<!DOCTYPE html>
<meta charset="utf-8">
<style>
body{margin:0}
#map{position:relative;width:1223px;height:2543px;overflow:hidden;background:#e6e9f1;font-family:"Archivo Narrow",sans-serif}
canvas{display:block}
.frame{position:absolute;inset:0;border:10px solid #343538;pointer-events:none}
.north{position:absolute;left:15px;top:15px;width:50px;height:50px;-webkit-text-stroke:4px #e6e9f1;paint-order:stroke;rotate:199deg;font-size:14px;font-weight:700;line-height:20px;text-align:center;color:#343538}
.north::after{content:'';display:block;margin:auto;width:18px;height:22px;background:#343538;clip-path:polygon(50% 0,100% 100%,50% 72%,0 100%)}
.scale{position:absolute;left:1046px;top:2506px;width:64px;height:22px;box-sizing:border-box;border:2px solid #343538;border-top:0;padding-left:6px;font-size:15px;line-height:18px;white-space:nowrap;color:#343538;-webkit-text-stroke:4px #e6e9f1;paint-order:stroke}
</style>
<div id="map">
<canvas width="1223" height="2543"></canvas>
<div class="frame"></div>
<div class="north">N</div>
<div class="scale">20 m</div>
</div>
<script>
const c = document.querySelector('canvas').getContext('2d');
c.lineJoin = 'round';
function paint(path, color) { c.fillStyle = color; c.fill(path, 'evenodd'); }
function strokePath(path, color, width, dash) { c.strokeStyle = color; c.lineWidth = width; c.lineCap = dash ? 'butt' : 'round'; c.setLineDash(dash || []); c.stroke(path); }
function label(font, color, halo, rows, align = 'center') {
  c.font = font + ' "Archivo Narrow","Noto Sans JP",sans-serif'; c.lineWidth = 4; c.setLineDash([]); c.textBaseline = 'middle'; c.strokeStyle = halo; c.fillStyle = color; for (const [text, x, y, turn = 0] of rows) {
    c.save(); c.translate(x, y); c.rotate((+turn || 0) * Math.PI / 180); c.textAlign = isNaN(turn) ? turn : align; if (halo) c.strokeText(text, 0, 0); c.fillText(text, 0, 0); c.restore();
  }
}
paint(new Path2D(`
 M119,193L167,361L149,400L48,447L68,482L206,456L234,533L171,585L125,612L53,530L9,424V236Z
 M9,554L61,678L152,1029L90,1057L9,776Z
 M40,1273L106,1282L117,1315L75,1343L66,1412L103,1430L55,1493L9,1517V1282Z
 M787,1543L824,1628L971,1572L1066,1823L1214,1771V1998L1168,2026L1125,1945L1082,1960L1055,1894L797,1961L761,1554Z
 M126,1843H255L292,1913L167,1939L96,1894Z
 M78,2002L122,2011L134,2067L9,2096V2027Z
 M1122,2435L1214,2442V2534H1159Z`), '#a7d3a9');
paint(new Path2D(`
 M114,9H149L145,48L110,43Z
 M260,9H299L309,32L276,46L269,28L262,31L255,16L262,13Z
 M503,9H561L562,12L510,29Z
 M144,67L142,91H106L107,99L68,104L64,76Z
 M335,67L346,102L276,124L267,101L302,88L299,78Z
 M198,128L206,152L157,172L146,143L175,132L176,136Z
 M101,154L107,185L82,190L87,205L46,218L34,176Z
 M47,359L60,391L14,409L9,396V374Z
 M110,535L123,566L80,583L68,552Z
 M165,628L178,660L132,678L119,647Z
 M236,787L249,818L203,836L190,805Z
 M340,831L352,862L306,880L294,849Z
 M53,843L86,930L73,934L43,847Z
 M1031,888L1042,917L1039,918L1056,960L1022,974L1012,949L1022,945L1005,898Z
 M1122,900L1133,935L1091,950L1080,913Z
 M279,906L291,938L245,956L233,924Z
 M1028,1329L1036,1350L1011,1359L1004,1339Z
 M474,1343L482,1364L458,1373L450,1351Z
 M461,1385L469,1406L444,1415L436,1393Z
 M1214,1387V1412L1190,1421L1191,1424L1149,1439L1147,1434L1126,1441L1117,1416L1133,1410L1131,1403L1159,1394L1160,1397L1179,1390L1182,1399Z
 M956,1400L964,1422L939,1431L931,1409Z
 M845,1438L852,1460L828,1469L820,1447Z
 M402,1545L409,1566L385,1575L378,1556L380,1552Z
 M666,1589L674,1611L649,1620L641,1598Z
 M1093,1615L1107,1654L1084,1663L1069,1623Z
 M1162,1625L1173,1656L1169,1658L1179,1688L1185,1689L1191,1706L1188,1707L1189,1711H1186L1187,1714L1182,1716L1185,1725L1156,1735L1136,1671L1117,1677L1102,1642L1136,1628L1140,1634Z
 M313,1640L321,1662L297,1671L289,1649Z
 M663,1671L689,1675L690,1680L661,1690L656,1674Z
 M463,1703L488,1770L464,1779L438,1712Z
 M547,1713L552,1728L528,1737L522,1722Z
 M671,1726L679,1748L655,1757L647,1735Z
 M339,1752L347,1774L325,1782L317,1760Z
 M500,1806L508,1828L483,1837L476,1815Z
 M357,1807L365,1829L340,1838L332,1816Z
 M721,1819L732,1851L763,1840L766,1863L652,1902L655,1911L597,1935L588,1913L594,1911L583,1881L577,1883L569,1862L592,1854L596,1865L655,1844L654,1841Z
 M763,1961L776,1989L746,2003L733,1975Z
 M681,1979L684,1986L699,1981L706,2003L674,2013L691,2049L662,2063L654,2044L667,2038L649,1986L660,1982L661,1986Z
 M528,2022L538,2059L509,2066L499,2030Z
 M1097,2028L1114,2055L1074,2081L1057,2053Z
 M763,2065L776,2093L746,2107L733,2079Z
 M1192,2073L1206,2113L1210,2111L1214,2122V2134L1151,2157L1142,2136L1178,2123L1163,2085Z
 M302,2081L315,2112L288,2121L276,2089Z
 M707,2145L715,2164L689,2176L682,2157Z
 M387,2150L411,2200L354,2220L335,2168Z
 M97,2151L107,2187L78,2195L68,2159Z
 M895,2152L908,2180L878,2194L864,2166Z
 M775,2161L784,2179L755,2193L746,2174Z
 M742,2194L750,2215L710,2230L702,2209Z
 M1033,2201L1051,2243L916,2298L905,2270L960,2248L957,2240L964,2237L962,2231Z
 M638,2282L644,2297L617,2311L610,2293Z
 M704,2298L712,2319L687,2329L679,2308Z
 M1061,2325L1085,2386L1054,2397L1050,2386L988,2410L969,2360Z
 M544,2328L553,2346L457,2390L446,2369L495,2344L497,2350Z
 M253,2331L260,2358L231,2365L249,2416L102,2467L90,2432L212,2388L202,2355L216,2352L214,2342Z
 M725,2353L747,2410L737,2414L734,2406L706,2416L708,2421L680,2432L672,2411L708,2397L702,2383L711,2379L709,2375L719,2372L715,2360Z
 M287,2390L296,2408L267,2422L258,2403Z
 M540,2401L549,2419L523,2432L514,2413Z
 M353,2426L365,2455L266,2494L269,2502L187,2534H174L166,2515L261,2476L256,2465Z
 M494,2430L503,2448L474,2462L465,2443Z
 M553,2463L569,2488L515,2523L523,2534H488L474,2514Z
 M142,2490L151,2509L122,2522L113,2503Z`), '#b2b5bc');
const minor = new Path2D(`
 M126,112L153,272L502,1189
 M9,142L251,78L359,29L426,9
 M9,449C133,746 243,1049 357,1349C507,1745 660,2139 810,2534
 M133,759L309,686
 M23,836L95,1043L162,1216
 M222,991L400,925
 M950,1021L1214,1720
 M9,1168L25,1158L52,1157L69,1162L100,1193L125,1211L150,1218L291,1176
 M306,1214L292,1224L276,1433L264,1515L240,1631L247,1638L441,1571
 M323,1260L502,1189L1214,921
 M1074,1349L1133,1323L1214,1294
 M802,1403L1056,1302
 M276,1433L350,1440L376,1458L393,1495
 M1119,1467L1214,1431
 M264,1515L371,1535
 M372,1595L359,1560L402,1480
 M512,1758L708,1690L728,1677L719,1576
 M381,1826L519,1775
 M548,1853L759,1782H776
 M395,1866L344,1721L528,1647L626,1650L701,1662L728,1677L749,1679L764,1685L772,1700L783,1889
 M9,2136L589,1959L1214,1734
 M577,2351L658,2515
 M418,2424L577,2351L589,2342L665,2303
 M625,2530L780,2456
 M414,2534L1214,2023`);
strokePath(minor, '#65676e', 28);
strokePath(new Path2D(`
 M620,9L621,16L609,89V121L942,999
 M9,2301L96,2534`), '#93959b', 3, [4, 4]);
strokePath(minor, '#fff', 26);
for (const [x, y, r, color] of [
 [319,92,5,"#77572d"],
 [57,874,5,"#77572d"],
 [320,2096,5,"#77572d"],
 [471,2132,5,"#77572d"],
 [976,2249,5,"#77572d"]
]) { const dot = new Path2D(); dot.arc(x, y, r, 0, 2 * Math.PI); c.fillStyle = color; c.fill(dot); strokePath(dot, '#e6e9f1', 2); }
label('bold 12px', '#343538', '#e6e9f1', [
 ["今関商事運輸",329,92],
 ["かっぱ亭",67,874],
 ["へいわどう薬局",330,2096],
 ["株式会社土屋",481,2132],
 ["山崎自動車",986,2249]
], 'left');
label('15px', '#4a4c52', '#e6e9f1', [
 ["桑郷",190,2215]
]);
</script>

--------------------------------------------------

What you output must be the lines from the opening of the material above up to and including the line with "c.font = font", reproduced exactly.

→ **Response**:
<!DOCTYPE html>
<meta charset="utf-8">
<style>
body{margin:0}
#map{position:relative;width:1223px;height:2543px;overflow:hidden;background:#e6e9f1;font-family:"Archivo Narrow",sans-serif}
canvas{display:block}
.frame{position:absolute;inset:0;border:10px solid #343538;pointer-events:none}
.north{position:absolute;left:15px;top:15px;width:50px;height:50px;-webkit-text-stroke:4px #e6e9f1;paint-order:stroke;rotate:199deg;font-size:14px;font-weight:700;line-height:20px;text-align:center;color:#343538}
.north::after{content:'';display:block;margin:auto;width:18px;height:22px;background:#343538;clip-path:polygon(50% 0,100% 100%,50% 72%,0 100%)}
.scale{position:absolute;left:1046px;top:2506px;width:64px;height:22px;box-sizing:border-box;border:2px solid #343538;border-top:0;padding-left:6px;font-size:15px;line-height:18px;white-space:nowrap;color:#343538;-webkit-text-stroke:4px #e6e9f1;paint-order:stroke}
</style>
<div id="map">
<canvas width="1223" height="2543"></canvas>
<div class="frame"></div>
<div class="north">N</div>
<div class="scale">20 m</div>
</div>
<script>
const c = document.querySelector('canvas').getContext('2d');
c.lineJoin = 'round';
function paint(path, color) { c.fillStyle = color; c.fill(path, 'evenodd'); }
function strokePath(path, color, width, dash) { c.strokeStyle = color; c.lineWidth = width; c.lineCap = dash ? 'butt' : 'round'; c.setLineDash(dash || []); c.stroke(path); }
function label(font, color, halo, rows, align = 'center') {
  c.font = font + ' "Archivo Narrow","Noto Sans JP",sans-serif'; c.lineWidth = 4; c.setLineDash([]); c.textBaseline = 'middle'; c.strokeStyle = halo; c.fillStyle = color; for (const [text, x, y, turn = 0] of rows) {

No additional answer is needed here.